Aim of the task: Print the records below word for word, but leave out the pictures.

Data listing:

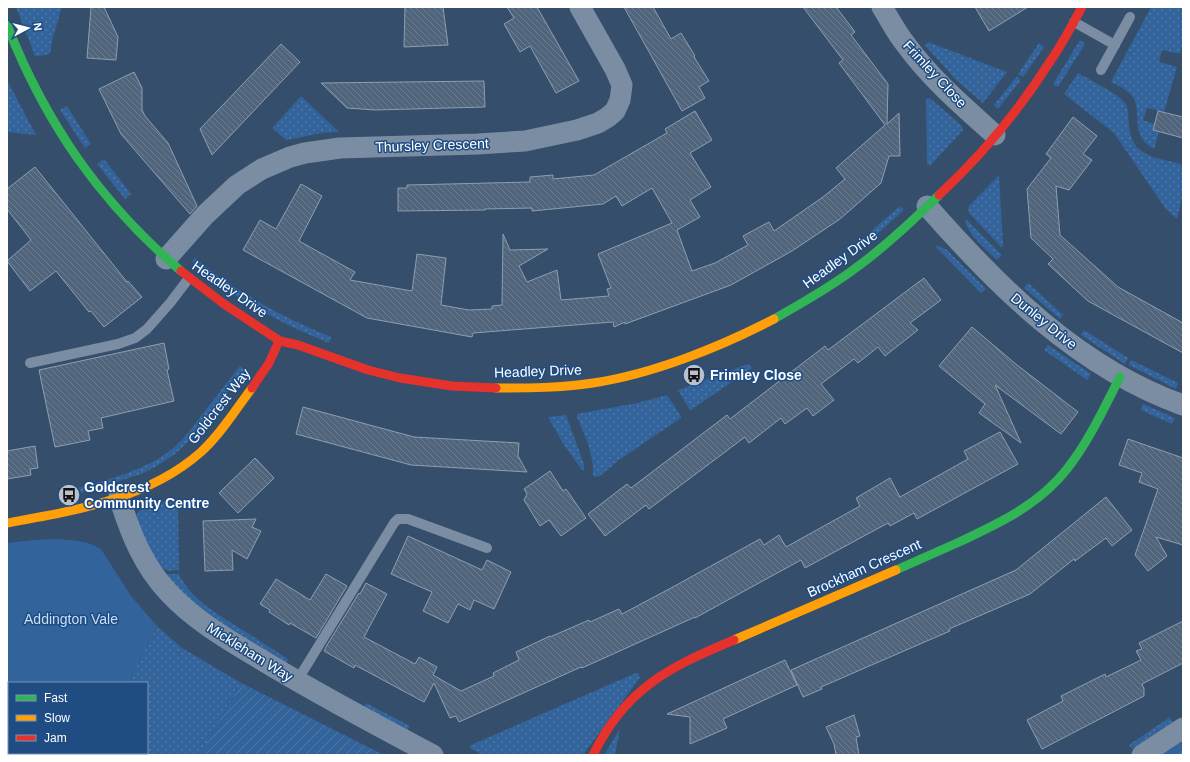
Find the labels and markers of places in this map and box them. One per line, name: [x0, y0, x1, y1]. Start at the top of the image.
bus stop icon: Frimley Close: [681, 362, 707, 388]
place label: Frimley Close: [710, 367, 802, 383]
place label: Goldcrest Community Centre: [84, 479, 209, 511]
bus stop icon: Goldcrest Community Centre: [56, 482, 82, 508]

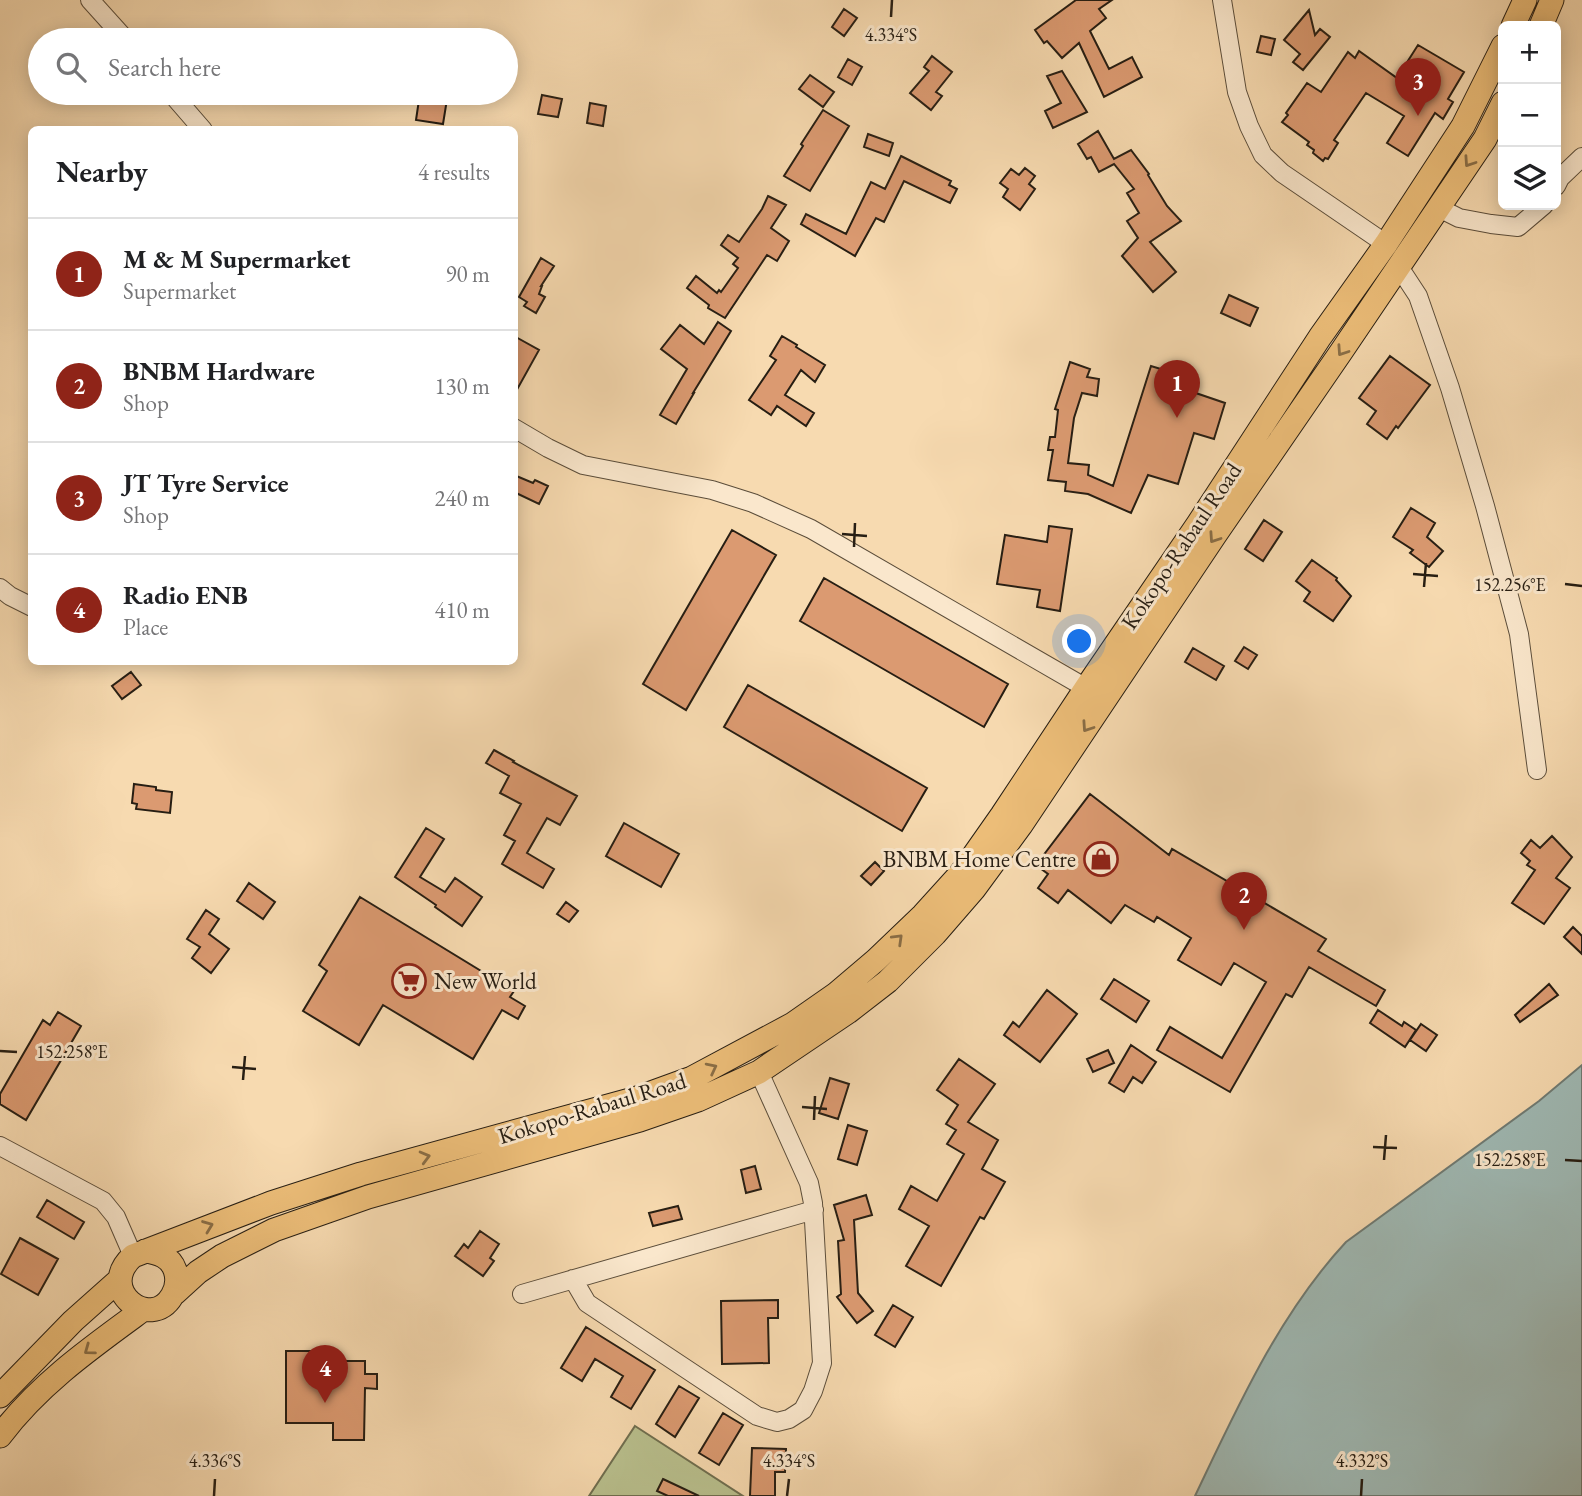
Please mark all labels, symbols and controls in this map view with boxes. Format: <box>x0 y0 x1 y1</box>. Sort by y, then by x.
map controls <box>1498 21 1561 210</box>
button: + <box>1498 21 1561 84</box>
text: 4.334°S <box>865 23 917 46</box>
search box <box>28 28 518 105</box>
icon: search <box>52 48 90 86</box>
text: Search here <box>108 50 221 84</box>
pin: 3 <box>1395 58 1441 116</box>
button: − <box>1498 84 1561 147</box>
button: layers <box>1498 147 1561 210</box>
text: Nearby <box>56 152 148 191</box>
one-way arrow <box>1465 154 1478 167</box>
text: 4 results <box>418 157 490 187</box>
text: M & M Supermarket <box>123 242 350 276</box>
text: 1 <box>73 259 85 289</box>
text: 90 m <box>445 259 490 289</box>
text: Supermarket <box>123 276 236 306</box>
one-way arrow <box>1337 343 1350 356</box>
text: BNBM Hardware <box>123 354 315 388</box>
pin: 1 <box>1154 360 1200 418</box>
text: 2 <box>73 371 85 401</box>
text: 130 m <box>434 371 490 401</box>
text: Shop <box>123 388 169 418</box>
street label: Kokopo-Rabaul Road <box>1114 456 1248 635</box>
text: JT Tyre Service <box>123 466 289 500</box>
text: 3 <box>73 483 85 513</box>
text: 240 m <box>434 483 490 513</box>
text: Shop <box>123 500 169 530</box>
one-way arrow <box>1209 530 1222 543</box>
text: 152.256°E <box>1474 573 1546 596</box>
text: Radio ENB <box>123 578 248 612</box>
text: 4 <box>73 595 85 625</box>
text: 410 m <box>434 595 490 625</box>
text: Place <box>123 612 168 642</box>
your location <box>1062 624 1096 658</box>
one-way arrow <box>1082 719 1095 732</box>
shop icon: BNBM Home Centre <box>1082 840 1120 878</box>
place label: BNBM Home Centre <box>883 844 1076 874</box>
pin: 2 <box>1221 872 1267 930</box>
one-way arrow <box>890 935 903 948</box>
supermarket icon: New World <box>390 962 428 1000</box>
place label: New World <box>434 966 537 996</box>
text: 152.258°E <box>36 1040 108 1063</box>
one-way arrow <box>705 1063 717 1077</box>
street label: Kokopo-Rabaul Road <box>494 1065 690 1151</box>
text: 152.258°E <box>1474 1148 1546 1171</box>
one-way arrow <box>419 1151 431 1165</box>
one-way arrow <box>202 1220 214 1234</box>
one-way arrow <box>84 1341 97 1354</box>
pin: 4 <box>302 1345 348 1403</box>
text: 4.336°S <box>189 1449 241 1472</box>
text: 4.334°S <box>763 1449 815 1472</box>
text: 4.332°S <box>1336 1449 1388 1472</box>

Output of the exercise:
Find the labels and markers of places in this map and box them. One per line, name: [x0, y0, x1, y1]. Start at the top of the image.
bus stop icon: Frimley Close: [681, 362, 707, 388]
place label: Frimley Close: [710, 367, 802, 383]
place label: Goldcrest Community Centre: [84, 479, 209, 511]
bus stop icon: Goldcrest Community Centre: [56, 482, 82, 508]

Please mark all labels, symbols and controls in this map view with boxes. Format: <box>x0 y0 x1 y1</box>. Sort by y, then by x.
map controls <box>1498 21 1561 210</box>
button: + <box>1498 21 1561 84</box>
text: 4.334°S <box>865 23 917 46</box>
search box <box>28 28 518 105</box>
icon: search <box>52 48 90 86</box>
text: Search here <box>108 50 221 84</box>
pin: 3 <box>1395 58 1441 116</box>
button: − <box>1498 84 1561 147</box>
button: layers <box>1498 147 1561 210</box>
text: Nearby <box>56 152 148 191</box>
one-way arrow <box>1465 154 1478 167</box>
text: 4 results <box>418 157 490 187</box>
text: M & M Supermarket <box>123 242 350 276</box>
text: 1 <box>73 259 85 289</box>
text: 90 m <box>445 259 490 289</box>
text: Supermarket <box>123 276 236 306</box>
one-way arrow <box>1337 343 1350 356</box>
text: BNBM Hardware <box>123 354 315 388</box>
pin: 1 <box>1154 360 1200 418</box>
text: 2 <box>73 371 85 401</box>
text: 130 m <box>434 371 490 401</box>
text: Shop <box>123 388 169 418</box>
street label: Kokopo-Rabaul Road <box>1114 456 1248 635</box>
text: JT Tyre Service <box>123 466 289 500</box>
text: 3 <box>73 483 85 513</box>
text: 240 m <box>434 483 490 513</box>
text: Shop <box>123 500 169 530</box>
one-way arrow <box>1209 530 1222 543</box>
text: 152.256°E <box>1474 573 1546 596</box>
text: Radio ENB <box>123 578 248 612</box>
text: 4 <box>73 595 85 625</box>
text: 410 m <box>434 595 490 625</box>
text: Place <box>123 612 168 642</box>
your location <box>1062 624 1096 658</box>
one-way arrow <box>1082 719 1095 732</box>
shop icon: BNBM Home Centre <box>1082 840 1120 878</box>
place label: BNBM Home Centre <box>883 844 1076 874</box>
pin: 2 <box>1221 872 1267 930</box>
one-way arrow <box>890 935 903 948</box>
supermarket icon: New World <box>390 962 428 1000</box>
place label: New World <box>434 966 537 996</box>
text: 152.258°E <box>36 1040 108 1063</box>
one-way arrow <box>705 1063 717 1077</box>
street label: Kokopo-Rabaul Road <box>494 1065 690 1151</box>
text: 152.258°E <box>1474 1148 1546 1171</box>
one-way arrow <box>419 1151 431 1165</box>
one-way arrow <box>202 1220 214 1234</box>
one-way arrow <box>84 1341 97 1354</box>
pin: 4 <box>302 1345 348 1403</box>
text: 4.336°S <box>189 1449 241 1472</box>
text: 4.334°S <box>763 1449 815 1472</box>
text: 4.332°S <box>1336 1449 1388 1472</box>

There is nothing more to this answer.